Nettle Seed (Urtica dioica semen)
urtica from the Latin “urere” meaning to burn
dioica from Latin for “two houses” – this refers to male and female flowers occurring on separate plants.
Nettle from the Anglo-Saxon word “noedl” meaning “needle”.
In contemporary western herbal medicine, nettle seed is essentially an energizing trophorestorative for the kidneys. Some herbalists also refer to nettle seed as an adaptogen.
Let’s begin with historical uses.
First historical use of Nettle Seed
Nettle seed was part of the feed given to horses that were much loved. It made their coats shiny and they appeared to have more vigor.

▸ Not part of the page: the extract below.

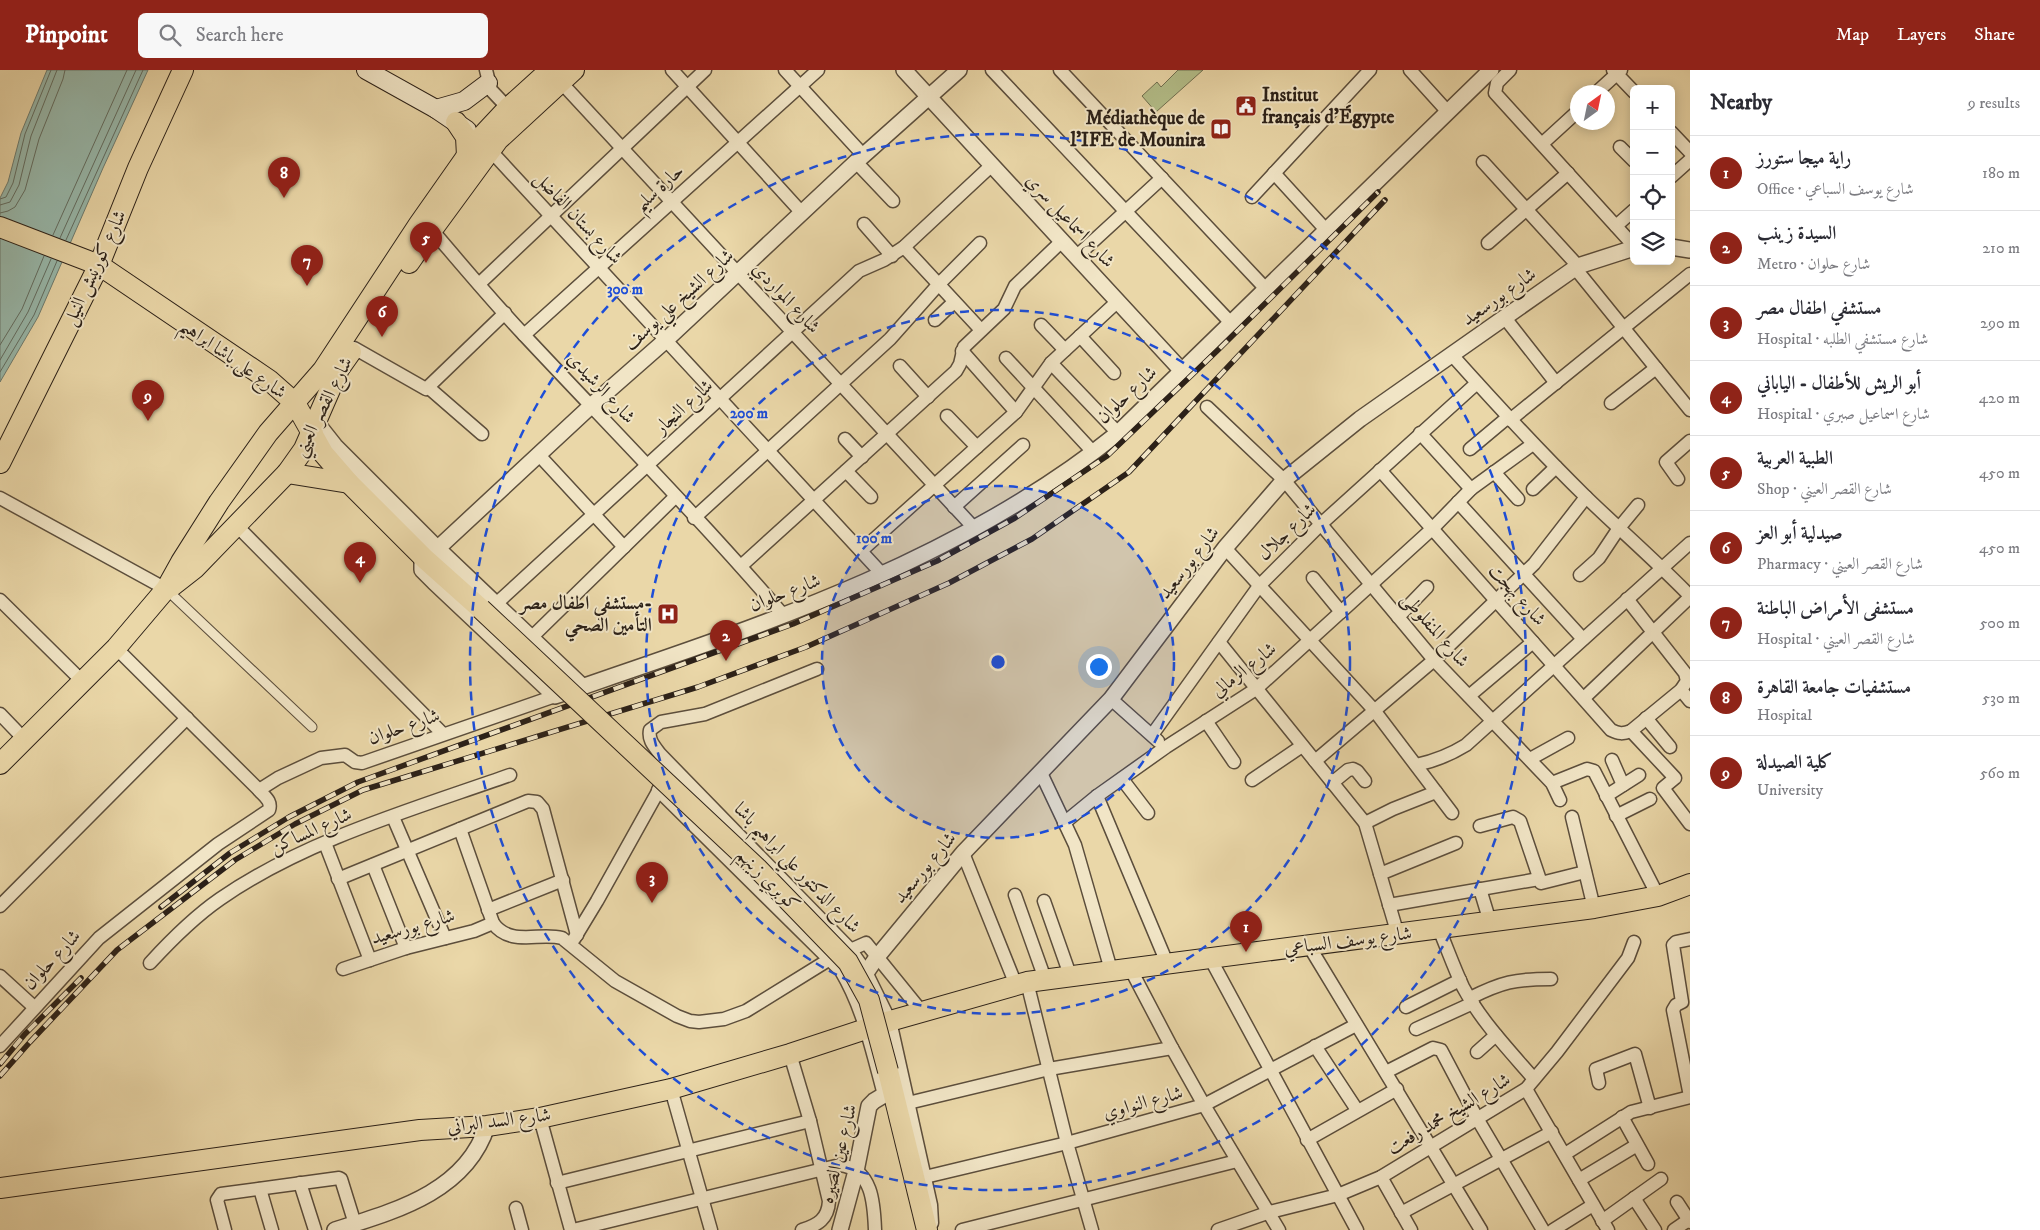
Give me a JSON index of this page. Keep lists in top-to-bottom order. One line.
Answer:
{"streets":{"main road":["شارع كورنيش النيل","شارع على باشا ابراهيم","شارع القصر العيني","كوبري زينهم","شارع يوسف السباعي","شارع السد البراني"],"street":["حارة سليم","شارع بستان الفاضل","شارع اسماعيل سري","شارع بورسعيد","شارع المواردي","شارع الشيخ علي يوسف","شارع الرشيدي","شارع حلوان","شارع النجار","شارع جلال","شارع بهجت","شارع المنفلوطى","شارع الرمالي","شارع المساكن","شارع الدكتور علي ابراهيم باشا","شارع النواوي","شارع الشيخ محمد رفعت","شارع عين الصيره"]},"crossings":[["حارة سليم","شارع بستان الفاضل"],["حارة سليم","شارع المواردي"],["حارة سليم","شارع الرشيدي"],["شارع بستان الفاضل","شارع الشيخ علي يوسف"],["شارع بستان الفاضل","شارع حلوان"],["شارع بستان الفاضل","شارع القصر العيني"],["شارع بستان الفاضل","شارع النجار"],["شارع اسماعيل سري","شارع الشيخ علي يوسف"],["شارع اسماعيل سري","شارع حلوان"],["شارع اسماعيل سري","شارع النجار"],["شارع كورنيش النيل","شارع على باشا ابراهيم"],["شارع بورسعيد","شارع المنفلوطى"],["شارع بورسعيد","شارع الدكتور علي ابراهيم باشا"],["شارع المواردي","شارع الشيخ علي يوسف"],["شارع المواردي","شارع حلوان"],["شارع المواردي","شارع القصر العيني"],["شارع المواردي","شارع النجار"],["شارع الشيخ علي يوسف","شارع على باشا ابراهيم"],["شارع الشيخ علي يوسف","شارع الرشيدي"],["شارع على باشا ابراهيم","شارع حلوان"],["شارع على باشا ابراهيم","شارع القصر العيني"],["شارع على باشا ابراهيم","شارع النجار"],["شارع على باشا ابراهيم","كوبري زينهم"],["شارع الرشيدي","شارع حلوان"],["شارع الرشيدي","شارع القصر العيني"],["شارع الرشيدي","شارع النجار"],["شارع النجار","كوبري زينهم"],["شارع جلال","شارع بهجت"],["شارع جلال","شارع المنفلوطى"],["شارع بهجت","شارع الرمالي"],["شارع المنفلوطى","شارع الرمالي"],["شارع الدكتور علي ابراهيم باشا","كوبري زينهم"],["شارع الدكتور علي ابراهيم باشا","شارع يوسف السباعي"],["شارع الدكتور علي ابراهيم باشا","شارع النواوي"],["شارع الدكتور علي ابراهيم باشا","شارع السد البراني"],["شارع الدكتور علي ابراهيم باشا","شارع عين الصيره"],["شارع يوسف السباعي","شارع السد البراني"]],"places":{"public building":["Institut français d'Égypte"],"library":["Médiathèque de l’IFE de Mounira"],"hospital":["مستشفي اطفال مصر- التأمين الصحي"]},"north":"top right","page":{"header":"Pinpoint","search":"Search here","nav":["Map","Layers","Share"],"heading":["Nearby","9 results"],"map_buttons":["+","−"],"list":[{"mark":"1","name":"راية ميجا ستورز","note":"Office · شارع يوسف السباعي","value":"180 m"},{"mark":"2","name":"السيدة زينب","note":"Metro · شارع حلوان","value":"210 m"},{"mark":"3","name":"مستشفي اطفال مصر","note":"Hospital · شارع مستشفي الطلبه","value":"290 m"},{"mark":"4","name":"أبو الريش للأطفال - الياباني","note":"Hospital · شارع اسماعيل صبري","value":"420 m"},{"mark":"5","name":"الطبية العربية","note":"Shop · شارع القصر العيني","value":"450 m"},{"mark":"6","name":"صيدلية أبو العز","note":"Pharmacy · شارع القصر العيني","value":"450 m"},{"mark":"7","name":"مستشفى الأمراض الباطنة","note":"Hospital · شارع القصر العيني","value":"500 m"},{"mark":"8","name":"مستشفيات جامعة القاهرة","note":"Hospital","value":"530 m"},{"mark":"9","name":"كلية الصيدلة","note":"University","value":"560 m"}],"pins":["8","5","7","6","9","4","2","3","1"]},"rings":["300 m","200 m","100 m"]}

This is important, the coat of an animal, or the hair of a human will tell you a lot about the health of the body from which it sprouts. Hair that lacks lustre and fullness, unless there is male pattern baldness (androgenic alopecia) which is hereditary, suggest the body lacks the nutrients it needs. The body will sacrifice the hair in order to conserve nutrients needed for more necessary functions. If malnutrition is prolonged changes can also be seen on the nails and skin.
So, we know from those who fed their beloved horses nettle seeds had healthier animals with sustained vigor. We can hypothesise this is because of the nutrients in the seed.

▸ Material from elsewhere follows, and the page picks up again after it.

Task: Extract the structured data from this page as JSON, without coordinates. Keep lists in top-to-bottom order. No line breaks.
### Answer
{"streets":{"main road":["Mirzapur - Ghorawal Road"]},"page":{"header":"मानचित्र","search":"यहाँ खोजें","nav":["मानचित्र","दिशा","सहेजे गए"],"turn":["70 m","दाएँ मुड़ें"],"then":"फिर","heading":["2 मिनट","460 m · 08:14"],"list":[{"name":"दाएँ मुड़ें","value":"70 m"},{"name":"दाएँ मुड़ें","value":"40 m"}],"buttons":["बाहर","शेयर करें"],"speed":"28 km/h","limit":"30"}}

2nd historical non-use of Nettle Seed
Monks during the middle ages, 500 ce to about 1500 ce, were forbidden to take nettle seeds. It was considered an aphrodisiac. They were given Vitex agnus castus seeds instead. This plant suppresses libido in men.

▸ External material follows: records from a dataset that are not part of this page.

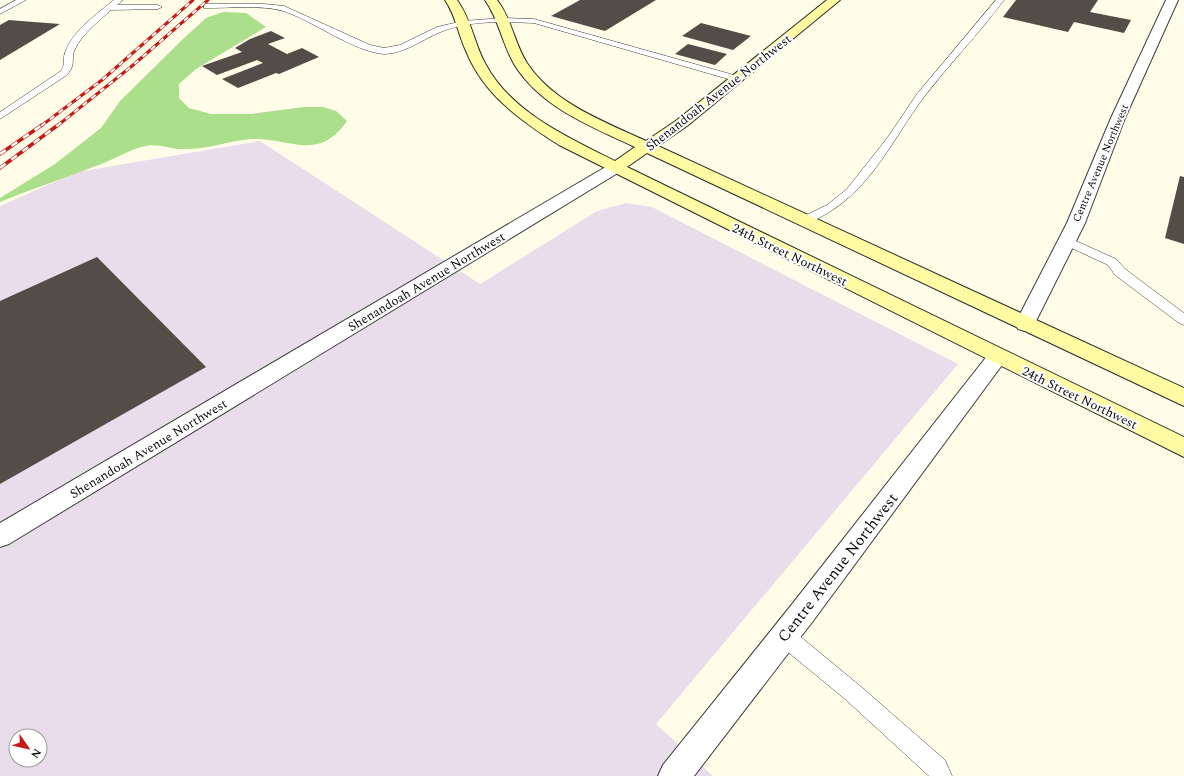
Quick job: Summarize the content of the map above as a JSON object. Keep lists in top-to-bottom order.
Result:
{
  "streets": {
    "main road": ["Shenandoah Avenue Northwest", "24th Street Northwest"],
    "street": ["Centre Avenue Northwest"]
  },
  "crossings": [
    ["Shenandoah Avenue Northwest", "24th Street Northwest"],
    ["Centre Avenue Northwest", "24th Street Northwest"]
  ],
  "north": "bottom right"
}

We now know that Nettle seeds awakens the sexual appetite in men. A vigorous sexual appetite suggests gusto for life. This suggests the Nettle seed in some way nourishes the endocrine system. The endocrine system is responsible for survival of the species. It does this by releasing hormones that govern of many of life’s survival actions including inflammation and fever as well as fight, flight and freeze and sex. Sex being essential for the survival of the species.
Nettle Seed, as do most seeds, are high in essential fatty acids. These oils are necessary for a healthy functioning endocrine system which includes both sexual and immune health.
3rd historical uses of Nettle Seed
Culpepper, an English herbalist from in the mid 1600, had many uses for Nettle Seed. From Culpepper’s Complete Herbal…..
the seed provokes urine, and expels the gravel and stone in the reins or bladder, often proved to be effectual in many that have taken it. The same kills the worms in children, eases pains in the sides, and dissolves the windiness in the spleen, as also in the body, although others think it only powerful to provoke venery….The seed being drank, is a remedy against the stinging of venomous creatures, the biting of mad dogs, the poisonous qualities of Hemlock, Henbane, Nightshade, Mandrake, or other such like herbs that stupify or dull the senses; as also the lethargy, especially to use it outwardly, to rub the forehead or temples in the lethargy, and the places stung or bitten with beasts, with a little salt.
From Culpepper we learn about Nettle seed’s direct actions on the kidney. Remember contemporary herbalist now most commonly use it as a kidney trophorestorative. Culpepper tells us it removes kidney stones.
He also suggest it has anti-parasitic actions as well as anti-viral actions. Rabies is a viral infection. This is very interesting to me as I see a lot of infections in my practice and we are currently living with a virus that is changing all our lives.
Constituents of Nettle, not necessarily the seed as most research is done on the leaf is demonstrating anti-viral activity.
One of the primary finding’s researchers noticed when offering nettles as medicine, is the lack of weight loss and vitality when mice were injected with a killing virus. This refers back to those who love horses already knew. Nettles is a super food! And Nettle seed is a super, super food!
Herbal Medicine is the relationship between plants and the body/mind complex. To understand a plant’s medicine, one needs some understand of the organ or system that the plant effects.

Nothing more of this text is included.